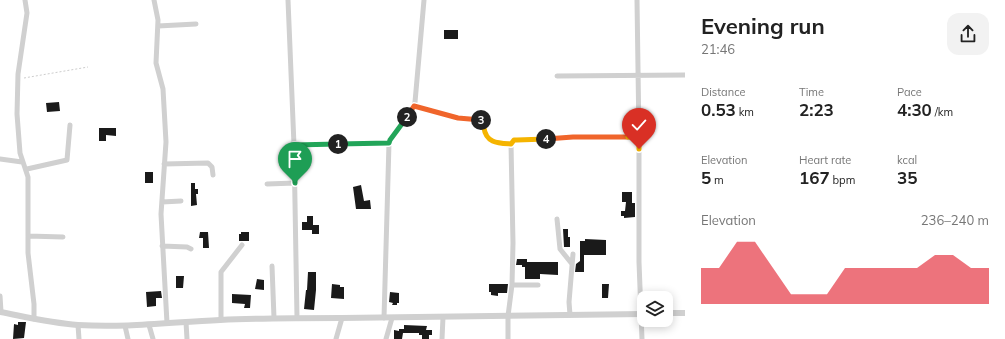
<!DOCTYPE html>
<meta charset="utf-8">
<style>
:root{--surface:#fff;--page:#f2f2f2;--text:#222;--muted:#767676;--accent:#e63946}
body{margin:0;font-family:Mulish,sans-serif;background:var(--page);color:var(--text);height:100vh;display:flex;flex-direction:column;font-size:15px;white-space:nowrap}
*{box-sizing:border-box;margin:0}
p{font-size:13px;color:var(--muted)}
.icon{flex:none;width:22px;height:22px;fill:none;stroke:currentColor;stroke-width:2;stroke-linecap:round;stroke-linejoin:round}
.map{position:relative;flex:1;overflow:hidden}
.drawer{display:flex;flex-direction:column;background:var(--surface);width:320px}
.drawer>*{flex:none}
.controls{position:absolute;left:637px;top:291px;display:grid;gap:8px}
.controls a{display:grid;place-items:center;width:36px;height:36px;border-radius:8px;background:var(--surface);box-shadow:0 2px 10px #0003;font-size:20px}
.pin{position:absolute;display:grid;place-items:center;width:34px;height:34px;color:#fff;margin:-41px -17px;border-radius:50% 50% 50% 0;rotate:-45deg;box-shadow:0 0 4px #0007}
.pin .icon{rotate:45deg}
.km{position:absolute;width:20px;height:20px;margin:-10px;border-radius:50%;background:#222;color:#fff;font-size:11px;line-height:20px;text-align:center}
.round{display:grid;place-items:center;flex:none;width:42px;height:42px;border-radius:12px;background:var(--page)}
.overview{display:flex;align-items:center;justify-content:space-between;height:68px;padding:0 16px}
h1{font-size:22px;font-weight:700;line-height:30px}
.figures{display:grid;grid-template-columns:repeat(3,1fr);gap:6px;height:68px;padding:4px 16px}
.figures div{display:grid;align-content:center}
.figures b{font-size:17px;font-weight:700}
.figures small{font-size:11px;font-weight:400}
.figures p{font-size:11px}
.chart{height:112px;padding:8px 16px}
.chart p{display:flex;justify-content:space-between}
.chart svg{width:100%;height:72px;margin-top:4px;fill:var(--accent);opacity:.7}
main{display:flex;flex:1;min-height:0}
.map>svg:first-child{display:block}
.building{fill:#1a1a1a}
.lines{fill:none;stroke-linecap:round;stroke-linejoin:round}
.path{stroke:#cdcdcd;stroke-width:1;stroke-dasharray:2 2;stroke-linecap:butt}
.minor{stroke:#d0d0d0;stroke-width:5}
.tertiary{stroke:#d0d0d0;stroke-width:6}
.split-1-casing{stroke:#fff;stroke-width:8}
.split-2-casing{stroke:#fff;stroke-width:8}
.split-3-casing{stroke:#fff;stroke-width:8}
.split-4-casing{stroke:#fff;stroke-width:8}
.split-5-casing{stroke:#fff;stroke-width:8}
.split-6-casing{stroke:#fff;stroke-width:8}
.split-1{stroke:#22a559;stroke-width:5}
.split-2{stroke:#22a559;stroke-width:5}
.split-3{stroke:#f0652b;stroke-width:5}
.split-4{stroke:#f5b400;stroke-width:5}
.split-5{stroke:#f0652b;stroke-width:5}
.split-6{stroke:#f5b400;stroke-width:5}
</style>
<main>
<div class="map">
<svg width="685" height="339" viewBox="0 0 685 339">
<rect width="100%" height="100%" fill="#fff"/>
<!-- building -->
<path class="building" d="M444,30H458V39H444Z
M59,102L60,111L47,112L46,103Z
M99,128H116V136L106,135V141H99Z
M145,172H153V183H145Z
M191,183H195V189H198V194H196L197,205L191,206Z
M361,185L364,201L370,200L371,209H356L353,187Z
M622,192H632V203H635V217L624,218V216H621V211H625L626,202H622Z
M307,216H313V225H319V234H312V230H302V222H307Z
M563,229H568V237H570V247H564Z
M200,232H208L209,248H203V238H199Z
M241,232H249V241H239V234H241Z
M585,239L606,240V255H584V272H575L576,264L580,261V241H585Z
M517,259H527V262H558V275L540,274V279H525V267H522V265H516Z
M308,272H316V290L314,310L304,309L306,290H307Z
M176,276H184L183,288H176Z
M257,279L264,280V290L255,289Z
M332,284L340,285V287H344V299L331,298Z
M489,284H508L507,293H498V296L491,295V292H489Z
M602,284H609L608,298H602Z
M161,291L162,298H156V306L147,307L146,292Z
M390,292L399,293V303H397V305H392L393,303L389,302Z
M232,294L251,295L250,308H244L245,304L232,303Z
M18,322H26L24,338L13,339L14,324L18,325Z
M404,325L427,326L426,330H432V335H429V339H422V335H419V333H403L402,339H394V330L399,331V329H404Z"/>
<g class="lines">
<!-- path -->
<path class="path" d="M24,78L88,67
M418,107L458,118L482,120C488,139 483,141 506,143
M515,140L568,138"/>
<!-- minor -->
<path class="minor" d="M25,0L27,13L18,74L17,114L20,153L28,177V253L34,304V319
M154,0L158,20L156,63L163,89L166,142L161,214L167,323
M288,0L294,145L297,318
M637,0L639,137V262L642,339
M158,26L196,24
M557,76L685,75
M573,137H639
M294,145L389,143
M0,159L22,162
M164,164L208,163L212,167L213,175
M27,169L67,160L70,125
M267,184L295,183
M162,202L181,201
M557,219L560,249L572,264
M28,236L63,237
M162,246L187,247L191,249
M272,266L274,318
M512,285H538
M0,296L1,312
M570,315L569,302L573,254
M384,318L389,143L390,139L411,111L415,102L424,0
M221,320V272L242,245
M186,322L187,339
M78,325L79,339
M149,325L153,339
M125,326L128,339
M336,339L342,318
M386,339L392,318
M442,339L443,317
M508,339V316L512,285L513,243L511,144"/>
<!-- tertiary -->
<path class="tertiary" d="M0,312C26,317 51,323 78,325C126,328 173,322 220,320C261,318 301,318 342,318L644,314
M666,313H685"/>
</g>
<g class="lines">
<defs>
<path id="split-1" d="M295,183L294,145L338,144"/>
<path id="split-2" d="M338,144L389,143L390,140L407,117"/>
<path id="split-3" d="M407,117L414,106L458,118L481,120"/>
<path id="split-4" d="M481,120C483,122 483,124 484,128C486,143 498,143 511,144L514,140H517L546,139"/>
<path id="split-5" d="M546,139L573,137H628"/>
<path id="split-6" d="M628,137H639V149"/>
</defs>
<!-- split-1 casing -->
<use href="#split-1" class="split-1-casing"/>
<!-- split-2 casing -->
<use href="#split-2" class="split-2-casing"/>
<!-- split-3 casing -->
<use href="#split-3" class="split-3-casing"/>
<!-- split-4 casing -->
<use href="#split-4" class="split-4-casing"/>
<!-- split-5 casing -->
<use href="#split-5" class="split-5-casing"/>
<!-- split-6 casing -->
<use href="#split-6" class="split-6-casing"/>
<!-- split-1 -->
<use href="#split-1" class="split-1"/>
<!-- split-2 -->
<use href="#split-2" class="split-2"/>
<!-- split-3 -->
<use href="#split-3" class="split-3"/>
<!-- split-4 -->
<use href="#split-4" class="split-4"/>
<!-- split-5 -->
<use href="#split-5" class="split-5"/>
<!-- split-6 -->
<use href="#split-6" class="split-6"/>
</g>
</svg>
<div class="controls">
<a><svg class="icon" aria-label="layers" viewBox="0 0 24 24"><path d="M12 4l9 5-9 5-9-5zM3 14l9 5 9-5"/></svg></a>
</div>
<div class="pin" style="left:295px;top:183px;background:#1e9e55"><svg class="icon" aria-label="arrive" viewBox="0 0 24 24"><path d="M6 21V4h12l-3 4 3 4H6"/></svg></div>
<div class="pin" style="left:639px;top:149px;background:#d93025"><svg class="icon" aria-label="check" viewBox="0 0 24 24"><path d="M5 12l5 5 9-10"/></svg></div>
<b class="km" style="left:338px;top:144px">1</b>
<b class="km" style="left:407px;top:117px">2</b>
<b class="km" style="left:481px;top:120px">3</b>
<b class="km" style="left:546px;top:139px">4</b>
</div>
<section class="drawer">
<div class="overview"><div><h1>Evening run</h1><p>21:46</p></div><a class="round"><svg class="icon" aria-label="share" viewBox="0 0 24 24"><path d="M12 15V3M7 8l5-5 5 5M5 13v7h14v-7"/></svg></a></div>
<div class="figures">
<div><p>Distance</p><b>0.53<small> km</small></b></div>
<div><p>Time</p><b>2:23</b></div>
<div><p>Pace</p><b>4:30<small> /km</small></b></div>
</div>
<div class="figures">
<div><p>Elevation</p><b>5<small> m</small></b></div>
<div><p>Heart rate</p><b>167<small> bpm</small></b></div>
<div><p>kcal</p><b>35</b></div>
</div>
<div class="chart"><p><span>Elevation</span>236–240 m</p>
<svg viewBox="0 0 160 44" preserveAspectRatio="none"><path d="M0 44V22L10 22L20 6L30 6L40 22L50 38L60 38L70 38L80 22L90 22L100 22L110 22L120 22L130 14L140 14L150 22L160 22V44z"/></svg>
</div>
</section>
</main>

===============

Exercise aim
Collect, from the material above, every line containing the word "Elevation".

Response
<div><p>Elevation</p><b>5<small> m</small></b></div>
<div class="chart"><p><span>Elevation</span>236–240 m</p>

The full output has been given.